Jean-Loup Salzmann (président de la commission moyens à la CPU) : «Les universités préviennent en amont le gouvernement : we want our money back !»

Propos recueillis par Fabienne Guimont Publié le
Alors que le projet de loi de finances rectificative est en discussion au Parlement jusqu'à la mi-juillet 2012, et avant que ne s’ouvre celle sur le projet de loi de finances 2013, les présidents d’université mettent la pression sur le gouvernement. Président de l’université Paris-Nord et nouveau président de la commission des moyens à la CPU, Jean-Loup Salzmann revient pour EducPros sur les difficultés budgétaires de nombreux établissements .

Dans quelle situation financière se trouvent les universités aujourd’hui ?

En 2011, 10% des universités ont été concernées par la tutelle rectorale en raison de déficits budgétaires. Pour 2012, le chiffre avancé par la presse d’un quart des universités en situation de grave déficit me paraît plausible et pourrait être le nombre d’universités mises sous tutelle.

À combien estimez-vous ces déficits ?

Comme la Cour des comptes , la CPU chiffre à 120 millions d’euros la sous-budgétisation des bourses dans le budget 2012 de l’enseignement supérieur et de la recherche. Sur ce montant, les universités subissent un manque à gagner de 7 à 8 millions d’euros, notamment avec l’élargissement des bourses à taux zéro.

"Sur le programme Formations supérieures et recherche universitaire, il manque 115 millions d’euros pour les universités"

Au-delà de ce manque à gagner dans le programme 231 [vie étudiante], les universités subissent, dans le programme budgétaire 150 [formations supérieures et recherche universitaire] un manque de 45 millions d’euros dans le financement de leur masse salariale en raison d’une mauvaise évaluation du GVT [glissement-vieillesse-technicité : augmentation mécanique liée à l’ancienneté des personnels]. S’y ajoute le gel de 70 millions d’euros de crédits votés par le Parlement comme réserve de précaution pour 2012. Sur le programme Formations supérieures et recherche universitaire, il manque donc 115 millions d’euros pour les universités. La solution de la Cour des comptes indiquant que les universités doivent placer leur argent n’est pas opérante puisqu’elles n’ont le droit de placer que leurs fonds propres [soit 10% de leurs financements, NDLR] à un taux maximal de 0,16%, en-deçà de l’inflation.

Quelles sont les universités le plus en difficulté ?

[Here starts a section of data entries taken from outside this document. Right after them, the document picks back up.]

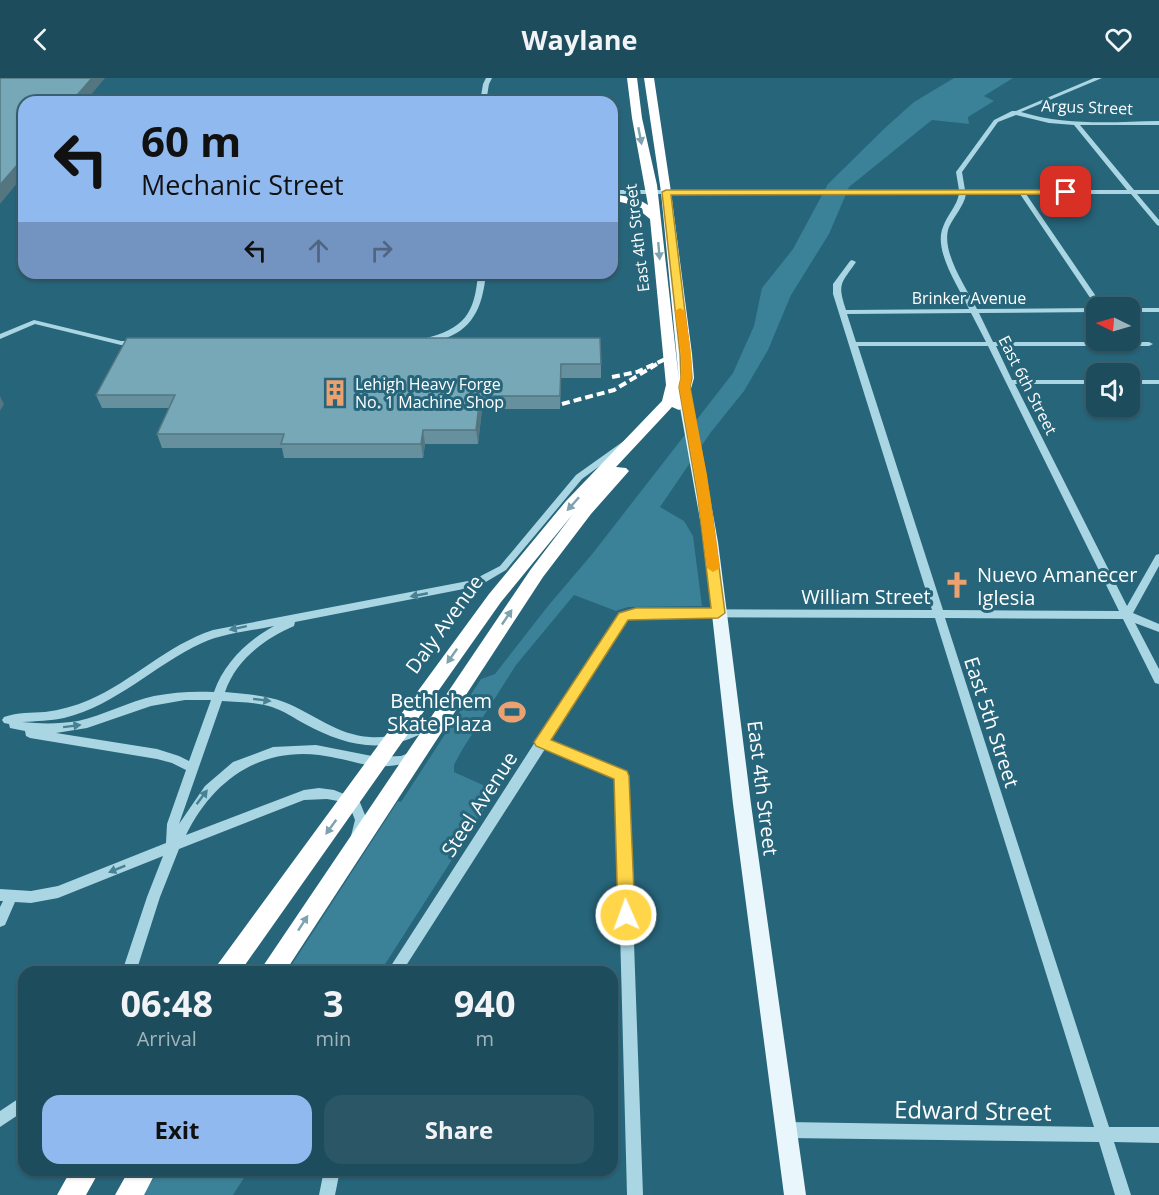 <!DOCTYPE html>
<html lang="en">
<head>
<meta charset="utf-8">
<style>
  body { margin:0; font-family:"Open Sans",sans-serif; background:#2a5665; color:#f1f3f6; height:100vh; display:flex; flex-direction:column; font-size:22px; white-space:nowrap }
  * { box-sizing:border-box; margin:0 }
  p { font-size:20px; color:#a0b4bb }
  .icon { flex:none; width:33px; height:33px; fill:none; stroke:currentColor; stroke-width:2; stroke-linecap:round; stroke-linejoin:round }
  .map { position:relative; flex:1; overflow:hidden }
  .drawer { position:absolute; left:18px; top:888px; width:600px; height:210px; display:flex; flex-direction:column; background:#1d4c5c; border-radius:18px; box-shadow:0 2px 4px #0004,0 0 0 2px #3b6372 }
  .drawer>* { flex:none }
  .hud { position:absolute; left:18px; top:18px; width:600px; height:183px; border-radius:18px; box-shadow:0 2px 4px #0004,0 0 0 2px #3b6372; background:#90b9f0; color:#111; overflow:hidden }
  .needle { width:39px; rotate:275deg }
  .buttons { position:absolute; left:1086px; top:219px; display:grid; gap:12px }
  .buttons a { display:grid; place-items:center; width:54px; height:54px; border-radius:12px; background:#1d4c5c; box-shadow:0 2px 4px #0004,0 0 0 2px #3b6372; font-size:30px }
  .pin { position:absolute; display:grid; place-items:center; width:51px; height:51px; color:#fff; margin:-26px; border-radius:12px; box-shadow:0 3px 9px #0006 }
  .me { position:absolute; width:66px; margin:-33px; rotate:358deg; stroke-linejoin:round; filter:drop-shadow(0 0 4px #0008) }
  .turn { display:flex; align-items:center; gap:21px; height:126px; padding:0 24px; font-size:27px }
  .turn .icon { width:78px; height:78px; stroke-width:2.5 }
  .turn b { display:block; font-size:42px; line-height:51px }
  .lanes { display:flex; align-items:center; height:57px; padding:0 24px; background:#0003; justify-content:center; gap:30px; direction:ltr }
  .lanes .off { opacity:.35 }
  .eta { display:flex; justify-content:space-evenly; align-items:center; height:102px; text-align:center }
  .eta b { font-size:36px; font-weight:700; line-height:42px }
  .button { display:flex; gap:12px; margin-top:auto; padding:12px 24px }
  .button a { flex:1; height:69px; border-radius:18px; background:#90b9f0; color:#111; font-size:24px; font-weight:700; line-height:69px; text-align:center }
  .button a+a { background:#2a5665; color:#f1f3f6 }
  header { display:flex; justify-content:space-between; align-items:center; height:78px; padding:0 24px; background:#1d4c5c; font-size:27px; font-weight:700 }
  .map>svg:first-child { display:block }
</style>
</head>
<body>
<header><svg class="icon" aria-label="back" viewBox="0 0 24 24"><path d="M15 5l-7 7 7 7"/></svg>Waylane<svg class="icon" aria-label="heart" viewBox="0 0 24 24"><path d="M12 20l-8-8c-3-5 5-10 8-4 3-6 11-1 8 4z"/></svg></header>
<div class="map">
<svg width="1159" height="1117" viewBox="0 0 1159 1117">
  <rect width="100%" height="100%" fill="#27657a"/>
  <path fill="#3b8197" d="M954,0H1013L984,18L994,23L968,39L969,46L932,42L849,109L829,156L791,217L768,272L744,313L711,354L660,429L684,443L693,458L702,528L628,529L616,533L574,517L516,587L462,672L454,687V694L496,713L380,894H287L398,723L401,724L481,601L495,596L548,528L593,475L733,295L754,248L762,210L793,171L828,106L886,49L914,24Z
    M159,1092H249L233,1117H143Z"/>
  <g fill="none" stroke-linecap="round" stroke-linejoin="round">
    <path fill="#aad6e3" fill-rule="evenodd" d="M486,0H492L489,6L486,24H480L483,6Z
      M1094,0H1102L1021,34C1066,48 1113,44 1159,43V47H1080L1134,112H1159V116H1137L1159,142V148L1157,147L1131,116H1026L1104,230H1097L1020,116H966C964,128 954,138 949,149C940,173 966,209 977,231L1096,230V234L979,235L993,264H1149L1153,266L1149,268H996L1012,302H1096V306H1015L1127,528L1156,477L1159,476V488L1133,535L1159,546V554L1135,545L1159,591V606L1155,605L1123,541L945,540L1109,1049H1159V1065L1114,1064L1131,1117H1115L1099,1064L787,1060L782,1057L779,1052L782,1047L787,1044L1094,1049L935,540L636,539L627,541L550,663L626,693L628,697L643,1117H627L616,700L545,671L402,894H387L537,661L620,535L636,531L932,532L833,216V206L850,183L852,182L856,184C841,206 837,205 846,232L969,231C959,209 933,173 943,149C947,137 957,128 959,116H612V112H959L956,94L994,42L1012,33H1016ZM1016,37L1049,45L1074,47L1127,112H965L962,94L998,44ZM971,235L986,264H856L847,236ZM858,268H988L1119,533L943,532Z
      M478,195H486C483,224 476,249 446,260C439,263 431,265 423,265V261C464,251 475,236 478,195Z
      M1130,230H1159V234H1130Z
      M34,242L121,263H138L142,265L138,267H121L35,246L0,261V256Z
      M1130,302H1159V306H1130Z
      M628,360L632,363L631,365L582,401L506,492L479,508L295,544L294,548C264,561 236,582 225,614C245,616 265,617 284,624C314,636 337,657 370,659C380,660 392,658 402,655C413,651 428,636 439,639L441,642C435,650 423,655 414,659C376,676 340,665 305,646C294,640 284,633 272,629C257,624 238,624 222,623L179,746L205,708L233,684L273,669L316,667L377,679L401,678L414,673L418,675L420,678L418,681C377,697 358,682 319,677C257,670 212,704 186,757L304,712L319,710L334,712L359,722L367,742L361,762L357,763L353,762L351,758L355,742L350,729L338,723L327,721L304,722L179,771L160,819L136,894H122L147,819L163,778L58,820L31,825L15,824L5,847L0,849V829L3,823H0V811L31,813L58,808L166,765L167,746L186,692L172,685L157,681L30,660L26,658L25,653L10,650L9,646L4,645L2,642L4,639C18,634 31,635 45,634C60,632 75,628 89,622C133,603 167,567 213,552L473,502L500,488L576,397ZM274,548C247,563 224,585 214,614C194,613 174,614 154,618C128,624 104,637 78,643C60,646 41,646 22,644C37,643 50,643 64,640C117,627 154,587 202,565C224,555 250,553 274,548ZM185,622H211L189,683L179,678L157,671L56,655L87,650L151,628Z
      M24,1017V1033L0,1049V1033Z
      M324,1092H340L335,1117H319Z"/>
    <path fill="#e9f6fc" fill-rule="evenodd" d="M682,304L690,309L718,464L751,726L806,1117H784L733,726L704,464L676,307Z"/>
    <path fill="#fff" fill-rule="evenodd" d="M627,0H637L642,40L657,107L679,302L661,114L644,0H654L671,114L692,276L694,300L686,328L679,332L672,329L616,389L626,390L629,393L591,436L543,499L285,894H259L531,491L573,436L501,524L240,894H214L218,886L489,516L566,423L662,323L666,307L650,141L633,127L612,122V116L636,120L648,127L632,40Z
      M71,1092H100L86,1117H57Z
      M129,1092H157L144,1117H115Z"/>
    <path stroke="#fff" stroke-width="4" stroke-dasharray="8 4" stroke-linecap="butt" d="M612,299L637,294L668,280
      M562,326L614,312L657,286"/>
  </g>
  <path fill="#66909e" d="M175,195H297L294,202H177Z
    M127,260L601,286V300H561L560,331H482L478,366H425L423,380H284L282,370H162L157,356L169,330H102L96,317Z"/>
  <path fill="#537681" d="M92,0H105L85,24H71Z
    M24,79V97L0,126V107Z
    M292,195H297L294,202Z
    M0,318L4,326L0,333Z
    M480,318L482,331L478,366L476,352Z
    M423,352L425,366L423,380L421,366Z"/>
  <path fill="#77a8b8" stroke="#537681" stroke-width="1.5" d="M0,0H92L71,24H24V79L0,107Z
    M127,260H600L601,286H561L560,318H480L476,352H423L421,366H281L284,356H157L175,317H96Z"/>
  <defs><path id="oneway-solid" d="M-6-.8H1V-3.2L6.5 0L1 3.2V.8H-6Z" transform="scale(1.5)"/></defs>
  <g fill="#7da3af">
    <use href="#oneway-solid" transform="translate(640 58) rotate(79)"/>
    <use href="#oneway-solid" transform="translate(659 173) rotate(85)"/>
    <use href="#oneway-solid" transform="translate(573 426) rotate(132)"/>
    <use href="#oneway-solid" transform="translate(507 539) rotate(-56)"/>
    <use href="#oneway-solid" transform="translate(452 578) rotate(125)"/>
    <use href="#oneway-solid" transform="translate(331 749) rotate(126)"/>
    <use href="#oneway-solid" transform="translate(303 845) rotate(-57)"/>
  </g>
  <g fill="#488194">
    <use href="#oneway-solid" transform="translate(419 517) rotate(169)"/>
    <use href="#oneway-solid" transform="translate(238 550) rotate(168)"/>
    <use href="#oneway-solid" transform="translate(262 622) rotate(7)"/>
    <use href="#oneway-solid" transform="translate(72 648) rotate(-7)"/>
    <use href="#oneway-solid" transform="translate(202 719) rotate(-53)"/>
    <use href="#oneway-solid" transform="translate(117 791) rotate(158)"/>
  </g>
  <path fill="#ffd54a" stroke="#a68a30" stroke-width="1.5" d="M1066,112L1070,114L1069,116L671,117L690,276L692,300L690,309L710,420L725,535L718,540L628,542L551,662L627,693L629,698L635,837L632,843L626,845L620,843L618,837L614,701L536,668L534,664L619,535L636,530H711L698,420L679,309L681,300L680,276L662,114L666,112Z"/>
  <path fill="#f59e0b" d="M680,230L685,233C688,258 695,285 690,309L707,397L720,490L713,494L707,490L695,397L679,309C685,285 678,258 675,233Z"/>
  <defs>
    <symbol id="building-bare" viewBox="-9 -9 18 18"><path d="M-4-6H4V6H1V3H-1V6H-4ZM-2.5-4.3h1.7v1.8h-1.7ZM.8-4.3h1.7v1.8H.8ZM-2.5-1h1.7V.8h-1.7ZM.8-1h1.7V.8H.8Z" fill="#eba170" stroke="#27657a" stroke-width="2.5" paint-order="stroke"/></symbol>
    <symbol id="church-bare" viewBox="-9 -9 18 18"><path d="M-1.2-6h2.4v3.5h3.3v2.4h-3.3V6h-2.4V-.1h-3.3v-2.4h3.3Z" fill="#eba170" stroke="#27657a" stroke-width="2.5" paint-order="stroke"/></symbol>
    <symbol id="stadium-bare" viewBox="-9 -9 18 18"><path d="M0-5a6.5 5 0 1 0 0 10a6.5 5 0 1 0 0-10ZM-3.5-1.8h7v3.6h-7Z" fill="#eba170" stroke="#27657a" stroke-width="2.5" paint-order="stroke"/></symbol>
  </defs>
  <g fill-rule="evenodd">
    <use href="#building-bare" x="316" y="296" width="38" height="38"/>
    <use href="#church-bare" x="938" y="488" width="38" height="38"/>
    <use href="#stadium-bare" x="493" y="615" width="38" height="38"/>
  </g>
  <g text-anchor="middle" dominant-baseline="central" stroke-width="6" stroke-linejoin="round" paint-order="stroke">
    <g font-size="16" fill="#fff" stroke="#27657a">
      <text transform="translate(1087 29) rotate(2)">Argus Street</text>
      <text transform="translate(637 160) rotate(-97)">East 4th Street</text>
      <text x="969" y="220">Brinker Avenue</text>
      <text transform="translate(1028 307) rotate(63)">East 6th Street</text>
    </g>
    <g font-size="16" fill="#fff" stroke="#27657a" text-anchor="start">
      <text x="355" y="306">Lehigh Heavy Forge<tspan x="355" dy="18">No. 1 Machine Shop</tspan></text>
    </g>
    <g font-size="20" fill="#fff" stroke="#27657a" text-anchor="start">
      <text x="977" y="496">Nuevo Amanecer<tspan x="977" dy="23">Iglesia</tspan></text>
      <text x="492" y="622" text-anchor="end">Bethlehem<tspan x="492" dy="23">Skate Plaza</tspan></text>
    </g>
    <g font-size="20" fill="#fff" stroke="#27657a">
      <text x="866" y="518">William Street</text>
      <text transform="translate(444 546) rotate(-54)">Daly Avenue</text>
      <text transform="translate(992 644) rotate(72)">East 5th Street</text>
      <text transform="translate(763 710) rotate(83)">East 4th Street</text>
      <text transform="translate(479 726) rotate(-57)">Steel Avenue</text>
    </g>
    <g font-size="24" fill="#fff" stroke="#27657a">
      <text transform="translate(973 1032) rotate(1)">Edward Street</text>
    </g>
  </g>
</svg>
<div class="buttons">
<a><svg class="needle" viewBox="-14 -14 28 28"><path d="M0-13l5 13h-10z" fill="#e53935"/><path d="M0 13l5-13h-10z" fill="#a0b4bb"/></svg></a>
<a><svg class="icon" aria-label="sound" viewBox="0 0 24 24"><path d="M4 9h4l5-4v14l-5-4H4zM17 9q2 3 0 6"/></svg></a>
</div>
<div class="pin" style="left:1066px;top:114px;background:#d93025"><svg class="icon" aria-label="arrive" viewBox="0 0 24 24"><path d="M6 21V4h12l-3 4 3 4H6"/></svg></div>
<svg class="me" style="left:626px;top:837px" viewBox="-20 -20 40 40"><circle r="17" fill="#ffd54a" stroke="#fff" stroke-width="3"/><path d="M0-11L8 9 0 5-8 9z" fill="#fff"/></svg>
<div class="hud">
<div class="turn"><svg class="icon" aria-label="left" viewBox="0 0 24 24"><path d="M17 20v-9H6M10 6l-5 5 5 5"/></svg><div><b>60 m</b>Mechanic Street</div></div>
<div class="lanes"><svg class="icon" aria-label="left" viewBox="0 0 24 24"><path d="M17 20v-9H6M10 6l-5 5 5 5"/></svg><svg class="icon off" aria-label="ahead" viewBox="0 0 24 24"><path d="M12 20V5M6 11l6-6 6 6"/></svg><svg class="icon off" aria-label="right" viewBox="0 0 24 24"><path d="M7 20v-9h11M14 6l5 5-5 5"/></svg></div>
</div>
<section class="drawer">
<div class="eta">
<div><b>06:48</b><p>Arrival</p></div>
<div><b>3</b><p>min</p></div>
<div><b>940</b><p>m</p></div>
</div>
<div class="button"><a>Exit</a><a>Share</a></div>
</section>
</div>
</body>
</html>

Toutes les universités ont des problèmes de financement. D’abord pour financer leur masse salariale : cela concerne la majorité des établissements, ce qui veut dire que l’État a mal calculé. Il y a une sous-évaluation du GVT. On estime à deux tiers le nombre d’universités avec un GVT positif, notamment les universités dont les personnels sont jeunes. A contrario, celles qui ont beaucoup de fins de carrière peuvent remplacer les départs en retraite par des personnels plus jeunes et alléger leur masse salariale. Les 45 millions d’euros de déficit sur la masse salariale ne peuvent être compensés de manière uniforme entre établissements.

Le problème de financement vient également de l’arrêt de l’allocation des moyens aux universités selon le système Sympa depuis deux ans. Les budgets sont reconduits comme les années précédentes sans faire fonctionner ces règles, ce qui pénalise particulièrement les universités de sciences humaines et sociales.

Enfin, il faut relancer les financements immobiliers : depuis le plan de relance, les crédits de mise en sécurité des bâtiments ont été taris, passant de 100-200 millions annuels à 10 millions d’euros. Les universités rabotent donc sur les financements de mise en sécurité des bâtiments, sur les heures complémentaires, voire sur le gel de postes.

Et l'année prochaine, il faut s'attendre à payer le gaz pour le chauffage 10% de plus. A Paris 13, une journée de chauffage coûte 10 000€...

Les universités qui ont bénéficié des Investissements d’avenir sont-elles avantagées ?

"Les Investissements d’avenir, c’est comme si vous aviez des problèmes de fins de mois et qu’on vous octroie de l’argent pour
acheter une voiture."

Les Investissements d’avenir sont des crédits fléchés. C’est comme si vous aviez des problèmes de fins de mois et qu’on vous octroie de l’argent pour acheter une voiture. Vous êtes content d’avoir une voiture, mais vous avez toujours des difficultés alimentaires. Paris 7 a eu un Idex, mais gèle des postes depuis deux ans par exemple. Les universités de recherche intensive ont par ailleurs vu leurs crédits aux laboratoires baisser avec les réductions de financement du CNRS ou de l’INSERM.

Vous mettez la pression sur le gouvernement…


On prévient très en amont le gouvernement : «We want our money back !» L’enseignement supérieur et la recherche représentent le seul investissement corrélé directement à la relance économique.